Description
PR #3122 broke support for APIs using the HEAD
method. Below is the discussion context from that PR held post merge.
Does this work? This worries me, and seems like we no longer have HEAD
implementations for our GET
APIs. Normally, Flask implements a HEAD
as a GET
and discards the response payload (returning only headers). I don't think it does that if the head
method is implemented, which you're now doing anywhere, so I think a HEAD
ought to now go through to the fallback (not implemented) "abstract" _head
.
While I'm not against the idea of being able to implement a specialized _head
I don't think this way will work.
Or at least, I know that a HEAD /api/v1/datasets/list
worked before, and I'm not confident that it'll work with these changes. (In fact, I don't see how it could.)

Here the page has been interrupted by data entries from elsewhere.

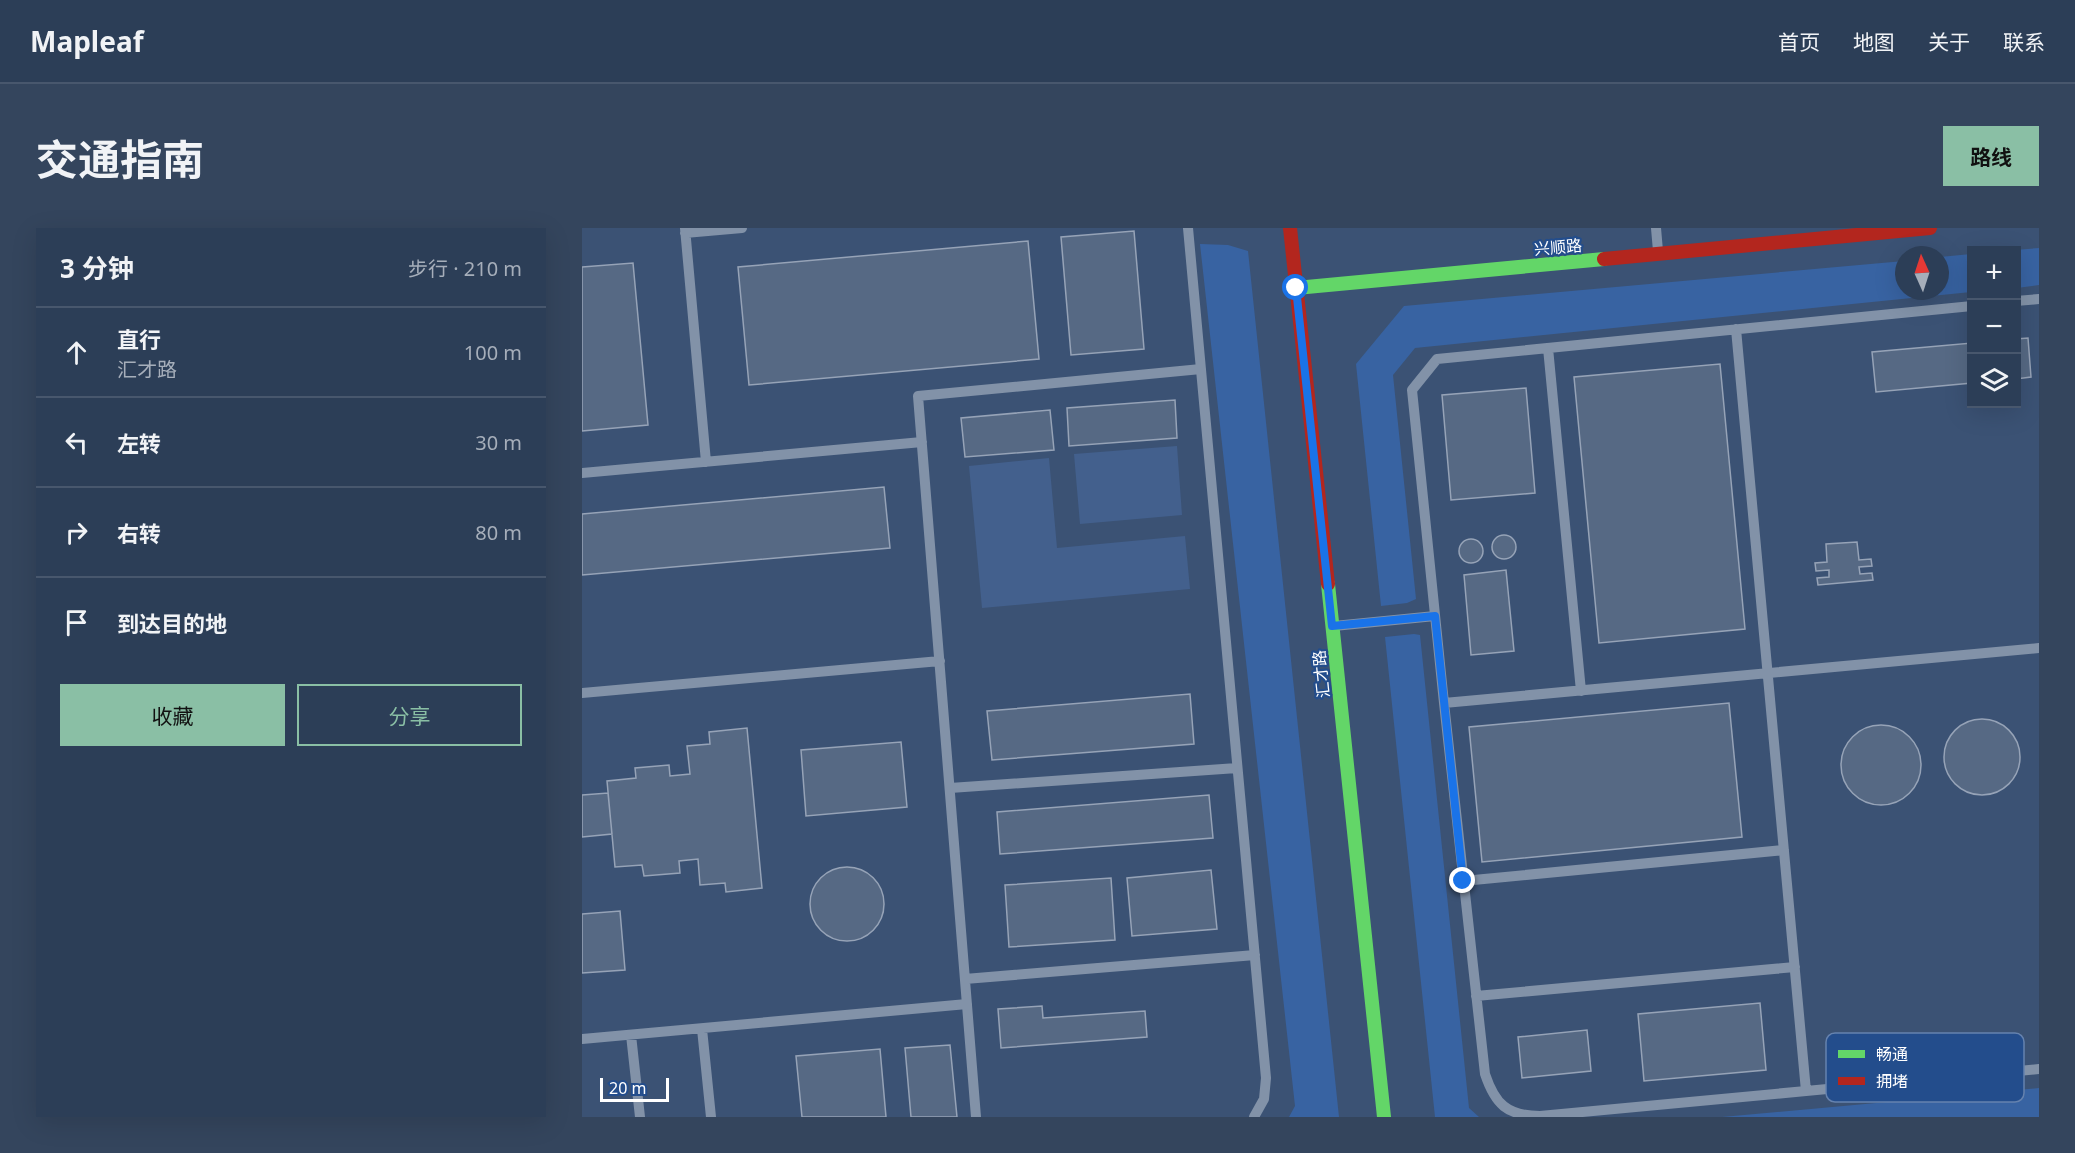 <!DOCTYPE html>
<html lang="zh">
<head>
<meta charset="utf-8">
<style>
  body { margin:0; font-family:"Noto Sans","Noto Sans SC",sans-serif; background:#34455d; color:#f1f3f6 }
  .controls { position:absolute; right:18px; top:18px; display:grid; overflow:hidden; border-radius:0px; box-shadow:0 6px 24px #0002 }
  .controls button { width:54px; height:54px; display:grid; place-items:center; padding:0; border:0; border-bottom:2px solid #48576d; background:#2c3e57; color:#f1f3f6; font:30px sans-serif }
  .compass { position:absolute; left:1313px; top:18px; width:54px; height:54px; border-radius:50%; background:#2c3e57; box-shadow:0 6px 24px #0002; rotate:357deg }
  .scale { position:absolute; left:18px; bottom:15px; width:69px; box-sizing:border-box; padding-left:6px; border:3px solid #fff; border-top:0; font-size:16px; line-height:21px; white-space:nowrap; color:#fff; -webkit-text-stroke:4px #234d8c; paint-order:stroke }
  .stop { position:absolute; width:18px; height:18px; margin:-14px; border:4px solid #1a73e8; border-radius:50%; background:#fff }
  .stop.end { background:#1a73e8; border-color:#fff; box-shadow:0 2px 6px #0008 }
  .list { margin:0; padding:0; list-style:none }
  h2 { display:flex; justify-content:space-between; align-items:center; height:78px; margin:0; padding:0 24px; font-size:26px }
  h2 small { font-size:20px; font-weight:400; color:#a6aeba }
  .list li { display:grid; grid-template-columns:39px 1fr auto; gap:18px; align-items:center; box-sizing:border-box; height:90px; padding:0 24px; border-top:2px solid #48576d }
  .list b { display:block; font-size:22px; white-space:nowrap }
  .list p { margin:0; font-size:20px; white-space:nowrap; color:#a6aeba }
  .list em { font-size:20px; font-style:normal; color:#a6aeba }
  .actions { display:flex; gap:12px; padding:18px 24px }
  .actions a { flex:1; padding:14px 0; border:2px solid #8abfa5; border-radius:0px; text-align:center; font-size:21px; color:#8abfa5 }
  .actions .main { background:#8abfa5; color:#111 }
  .icon { flex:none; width:33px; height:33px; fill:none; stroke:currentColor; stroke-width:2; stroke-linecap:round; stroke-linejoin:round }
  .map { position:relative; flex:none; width:1457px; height:889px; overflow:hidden; border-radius:0px }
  header { display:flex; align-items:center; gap:36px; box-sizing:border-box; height:84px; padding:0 30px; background:#2c3e57; border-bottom:2px solid #48576d }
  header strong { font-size:28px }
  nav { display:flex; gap:33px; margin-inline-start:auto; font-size:21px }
  .intro { display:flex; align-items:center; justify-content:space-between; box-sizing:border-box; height:144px; padding:0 36px }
  h1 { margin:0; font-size:42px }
  .button { padding:15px 27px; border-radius:0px; background:#8abfa5; color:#111; font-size:21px; font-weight:700 }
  main { display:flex; gap:36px; padding:0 36px }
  aside { flex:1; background:#2c3e57; border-radius:0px; box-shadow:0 6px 24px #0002 }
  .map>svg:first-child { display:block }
  .green { fill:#3863a2 }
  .water { fill:#43608d }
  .building { fill:#566984; stroke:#96a3b7; stroke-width:1.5 }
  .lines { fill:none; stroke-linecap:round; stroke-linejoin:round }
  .lane { stroke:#8292a8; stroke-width:10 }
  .fast { stroke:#63d668; stroke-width:14 }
  .jam { stroke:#b3261e; stroke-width:14 }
  .route { stroke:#1a73e8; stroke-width:8 }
  .labels { text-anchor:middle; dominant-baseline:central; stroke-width:4.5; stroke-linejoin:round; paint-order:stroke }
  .street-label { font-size:16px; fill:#fff; stroke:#234d8c }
  .key { fill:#234d8c; stroke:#6582ae; stroke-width:1.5 }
  .key-label { font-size:16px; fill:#fff }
</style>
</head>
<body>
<header>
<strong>Mapleaf</strong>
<nav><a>首页</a><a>地图</a><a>关于</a><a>联系</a></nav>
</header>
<div class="intro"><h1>交通指南</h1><a class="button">路线</a></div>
<main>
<aside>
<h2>3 分钟<small>步行 · 210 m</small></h2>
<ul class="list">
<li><svg class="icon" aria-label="ahead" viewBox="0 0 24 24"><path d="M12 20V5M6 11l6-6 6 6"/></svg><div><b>直行</b><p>汇才路</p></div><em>100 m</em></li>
<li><svg class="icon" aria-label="left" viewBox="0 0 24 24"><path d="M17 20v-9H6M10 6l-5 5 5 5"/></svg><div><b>左转</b></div><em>30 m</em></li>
<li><svg class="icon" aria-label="right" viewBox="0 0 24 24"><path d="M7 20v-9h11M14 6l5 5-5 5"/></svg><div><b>右转</b></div><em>80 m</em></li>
<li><svg class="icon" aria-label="arrive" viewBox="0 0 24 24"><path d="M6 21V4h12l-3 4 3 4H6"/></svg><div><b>到达目的地</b></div></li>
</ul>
<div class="actions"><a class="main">收藏</a><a>分享</a></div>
</aside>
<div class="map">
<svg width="1457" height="889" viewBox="0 0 1457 889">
  <rect width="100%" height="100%" fill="#3b5274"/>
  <path class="green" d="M 618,16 L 646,17 L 666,23 L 757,889 L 707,889 L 713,878 Z
    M 1457,20 L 1457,57 L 1435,60 L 1434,22 L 1433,22 Z
    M 1389,26 L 1389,64 L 833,120 L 811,147 L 834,371 L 825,375 L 799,378 L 774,136 L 822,78 L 1322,33 L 1322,63 L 1358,63 L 1358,29 Z
    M 832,406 L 838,407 L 887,880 L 897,889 L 853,889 L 803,409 Z
    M 1457,860 L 1457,889 L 1140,889 Z"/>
  <path class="water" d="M 595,218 L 600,287 L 498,296 L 492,226 Z
    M 467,230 L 475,320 L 603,308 L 608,361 L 400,380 L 387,238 Z"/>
  <path class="building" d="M 552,3 L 562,121 L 489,127 L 479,9 Z
    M 446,13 L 457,131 L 167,157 L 156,39 Z
    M 51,35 L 66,197 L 0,203 L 0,39 Z
    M 1446,110 L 1449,149 L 1434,151 L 1434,111 Z
    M 1390,115 L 1390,155 L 1294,164 L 1290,124 Z
    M 1138,136 L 1163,401 L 1017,415 L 992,149 Z
    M 944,160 L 953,265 L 869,272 L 860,167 Z
    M 593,172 L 595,210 L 487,218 L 485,180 Z
    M 468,182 L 472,222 L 383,229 L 379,190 Z
    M 302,259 L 308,320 L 0,347 L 0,286 Z
    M910 319a12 12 0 1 1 24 0a12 12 0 1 1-24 0Z
    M877 323a12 12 0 1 1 24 0a12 12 0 1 1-24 0Z
    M 1275,314 L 1277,332 L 1289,331 L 1290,338 L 1277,339 L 1278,346 L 1290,345 L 1291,352 L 1236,357 L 1235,350 L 1247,349 L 1247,342 L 1234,343 L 1233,335 L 1245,334 L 1244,316 Z
    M 924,342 L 932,423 L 889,427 L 882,347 Z
    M 608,466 L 612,516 L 410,532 L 405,483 Z
    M 1147,475 L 1160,609 L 900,634 L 887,499 Z
    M1362 529a38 38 0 1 1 76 0a38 38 0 1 1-76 0Z
    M1259 537a40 40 0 1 1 80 0a40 40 0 1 1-80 0Z
    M 165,500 L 180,660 L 144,664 L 143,655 L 118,657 L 116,631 L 97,633 L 98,645 L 62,648 L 60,637 L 33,639 L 25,553 L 54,550 L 53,540 L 87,537 L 88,548 L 108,546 L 105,518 L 128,516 L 127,504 Z
    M 319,514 L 325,579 L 224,588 L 219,522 Z
    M 26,565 L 30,606 L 0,609 L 0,567 Z
    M 627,567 L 631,610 L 418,626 L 415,584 Z
    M228 676a37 37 0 1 1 74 0a37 37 0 1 1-74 0Z
    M 629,642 L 635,701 L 550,708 L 545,650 Z
    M 529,650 L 533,712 L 427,719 L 423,657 Z
    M 38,683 L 43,742 L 0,745 L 0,686 Z
    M 1178,775 L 1184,842 L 1062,853 L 1056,786 Z
    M 460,778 L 461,790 L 563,783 L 565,809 L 419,820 L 416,781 Z
    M 1005,802 L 1009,843 L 940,850 L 936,809 Z
    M 368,817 L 375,889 L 329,889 L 323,820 Z
    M 298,821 L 304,889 L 220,889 L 214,828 Z"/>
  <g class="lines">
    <path class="lane" d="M 103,0 L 124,234
      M 606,0 L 684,850 L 682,871 L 672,889
      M 1074,0 L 1076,23
      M 103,5 L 160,0
      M 1434,73 L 1457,71
      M 1390,78 L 855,131 L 830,162 L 862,475 L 1457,420
      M 1154,101 L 1224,863 L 1457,841
      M 966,120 L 999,463
      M 0,245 L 340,214
      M 752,398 L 853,388
      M 0,465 L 358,433
      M 862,475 L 903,846 C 913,876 925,888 958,888 L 1224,863
      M 368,560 L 655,540
      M 881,653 L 1202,622
      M 383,751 L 673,727
      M 894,768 L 1213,739
      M 120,801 L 129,889
      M 49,807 L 58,889
      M 0,811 L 385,776
      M 394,889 L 336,168 L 619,141"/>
    <path class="fast" d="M 714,60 L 1022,31
      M 746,356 L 802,889"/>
    <path class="jam" d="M 708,0 L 746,356
      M 1022,31 L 1348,0"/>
  </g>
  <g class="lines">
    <path class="route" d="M 714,60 L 750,398 L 853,388 L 881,653"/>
  </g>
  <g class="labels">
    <g class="street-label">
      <text transform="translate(976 19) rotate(-5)">兴顺路</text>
      <text transform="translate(739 446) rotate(-96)">汇才路</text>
    </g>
  </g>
  <rect x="1244" y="805" width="198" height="69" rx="9" class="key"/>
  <rect x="1256" y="822" width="27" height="8" fill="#63d668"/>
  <rect x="1256" y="849" width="27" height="8" fill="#b3261e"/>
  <g class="key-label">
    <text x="1294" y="832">畅通</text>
    <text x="1294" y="859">拥堵</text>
  </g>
</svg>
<div class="controls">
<button>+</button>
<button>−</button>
<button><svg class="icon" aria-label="layers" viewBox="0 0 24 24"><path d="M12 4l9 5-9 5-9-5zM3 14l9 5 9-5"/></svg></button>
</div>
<svg class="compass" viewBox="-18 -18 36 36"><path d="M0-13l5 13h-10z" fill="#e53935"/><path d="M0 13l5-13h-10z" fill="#a6aeba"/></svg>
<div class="scale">20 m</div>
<div class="stop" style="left:714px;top:60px"></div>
<div class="stop end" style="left:881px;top:653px"></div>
</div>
</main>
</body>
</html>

Originally posted by @dbutenhof in #3122 (comment)
Yes, you are correct that a
HEAD
operation is not working now. I knew the client allowed it, but didn't think twice about this because we have no tests that exercise theHEAD
operation. I have added one to the functional tests in PR #3123.I am not a fan of this Flask behavior. For certain APIs we really want a separate method for the
HEAD
operation so that it does not consume server side resources unnecessarily. Pulling a large tar ball or a large query set can be costly.I'll noodle about this and post a PR with a suggested way to address this.